The $25 million new line investment not only allows PBV to lightweight its bottles, but allows the company to reduce its carbon footprint and costs at the same time. “To me, it’s kind of the best of all worlds,” Reimer says. “We’ll be able to significantly lower the costs of putting that water on our warehouse floor. At the same time, we’ll reduce our carbon footprint and packaging.”
PBV plans to not only adapt to future demands with production upgrades, but again by executing in 2009 as well as it can against the things it can control. This year is expected to be an equally tough economy.
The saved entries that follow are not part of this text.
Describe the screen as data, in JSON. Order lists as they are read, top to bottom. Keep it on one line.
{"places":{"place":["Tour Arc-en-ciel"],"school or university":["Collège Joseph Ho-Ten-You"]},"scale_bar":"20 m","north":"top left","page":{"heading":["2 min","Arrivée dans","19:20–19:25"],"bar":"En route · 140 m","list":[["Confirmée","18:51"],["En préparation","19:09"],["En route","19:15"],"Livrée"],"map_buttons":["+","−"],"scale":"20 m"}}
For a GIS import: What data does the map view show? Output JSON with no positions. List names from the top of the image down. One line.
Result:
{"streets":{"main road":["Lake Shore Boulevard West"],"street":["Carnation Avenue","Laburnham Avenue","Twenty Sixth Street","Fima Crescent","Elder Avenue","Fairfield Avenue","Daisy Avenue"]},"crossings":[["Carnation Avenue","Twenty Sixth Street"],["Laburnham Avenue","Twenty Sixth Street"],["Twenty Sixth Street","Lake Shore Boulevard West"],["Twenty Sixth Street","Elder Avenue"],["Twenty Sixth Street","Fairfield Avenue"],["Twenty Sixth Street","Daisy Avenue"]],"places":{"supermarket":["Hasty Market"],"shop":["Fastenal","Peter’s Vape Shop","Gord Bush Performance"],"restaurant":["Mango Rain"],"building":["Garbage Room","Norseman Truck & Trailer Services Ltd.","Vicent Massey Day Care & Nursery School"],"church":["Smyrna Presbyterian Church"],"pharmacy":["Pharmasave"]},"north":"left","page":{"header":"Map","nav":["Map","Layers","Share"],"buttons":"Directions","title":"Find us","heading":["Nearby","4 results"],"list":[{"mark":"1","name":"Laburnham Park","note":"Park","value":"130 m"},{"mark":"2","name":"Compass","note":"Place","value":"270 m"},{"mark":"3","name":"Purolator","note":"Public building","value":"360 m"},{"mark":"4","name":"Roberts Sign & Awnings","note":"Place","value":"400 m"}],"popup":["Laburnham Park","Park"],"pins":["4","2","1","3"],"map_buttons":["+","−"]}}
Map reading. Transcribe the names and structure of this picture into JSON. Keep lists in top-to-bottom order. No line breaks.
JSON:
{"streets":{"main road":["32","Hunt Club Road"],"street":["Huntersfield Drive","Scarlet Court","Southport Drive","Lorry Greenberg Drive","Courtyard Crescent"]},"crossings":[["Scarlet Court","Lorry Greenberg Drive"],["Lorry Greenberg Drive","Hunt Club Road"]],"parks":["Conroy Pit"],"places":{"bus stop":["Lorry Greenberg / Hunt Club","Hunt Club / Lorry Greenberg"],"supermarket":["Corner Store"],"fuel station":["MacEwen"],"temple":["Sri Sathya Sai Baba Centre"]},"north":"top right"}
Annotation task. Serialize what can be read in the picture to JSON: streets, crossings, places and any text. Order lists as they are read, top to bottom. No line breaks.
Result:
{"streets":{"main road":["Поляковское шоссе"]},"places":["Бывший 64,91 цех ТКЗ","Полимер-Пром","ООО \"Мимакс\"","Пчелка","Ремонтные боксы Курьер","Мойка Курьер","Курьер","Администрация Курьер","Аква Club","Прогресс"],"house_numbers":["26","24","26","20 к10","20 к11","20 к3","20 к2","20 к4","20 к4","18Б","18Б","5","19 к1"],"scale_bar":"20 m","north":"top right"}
“We need to make sure that we keep value first and foremost in mind for our consumers and understand that our costs are going to increase,” Reimer says. “There is continued pressure on raw material increases in the year ahead, so we will need to make sure that we are structured right and continue to increase our bandwidth for handling more complexity next year because it’s going to be a very challenging year.”
That said, Reimer is proud of the fact that PBV’s team has been able to outpace the Pepsi system, its fellow anchor bottlers and its competition by almost all growth and revenue drivers. Adding growth through acquisitions and expansions also has proved PBV’s drive, he says.
“We’ve added and integrated some great organizations into our company, and we’re quick to integrate those systems into ours,” Reimer says. “We’ve been successful to the point that we’ve demonstrated not only to our board, but to others that we have the capability to grow beyond where we are today.”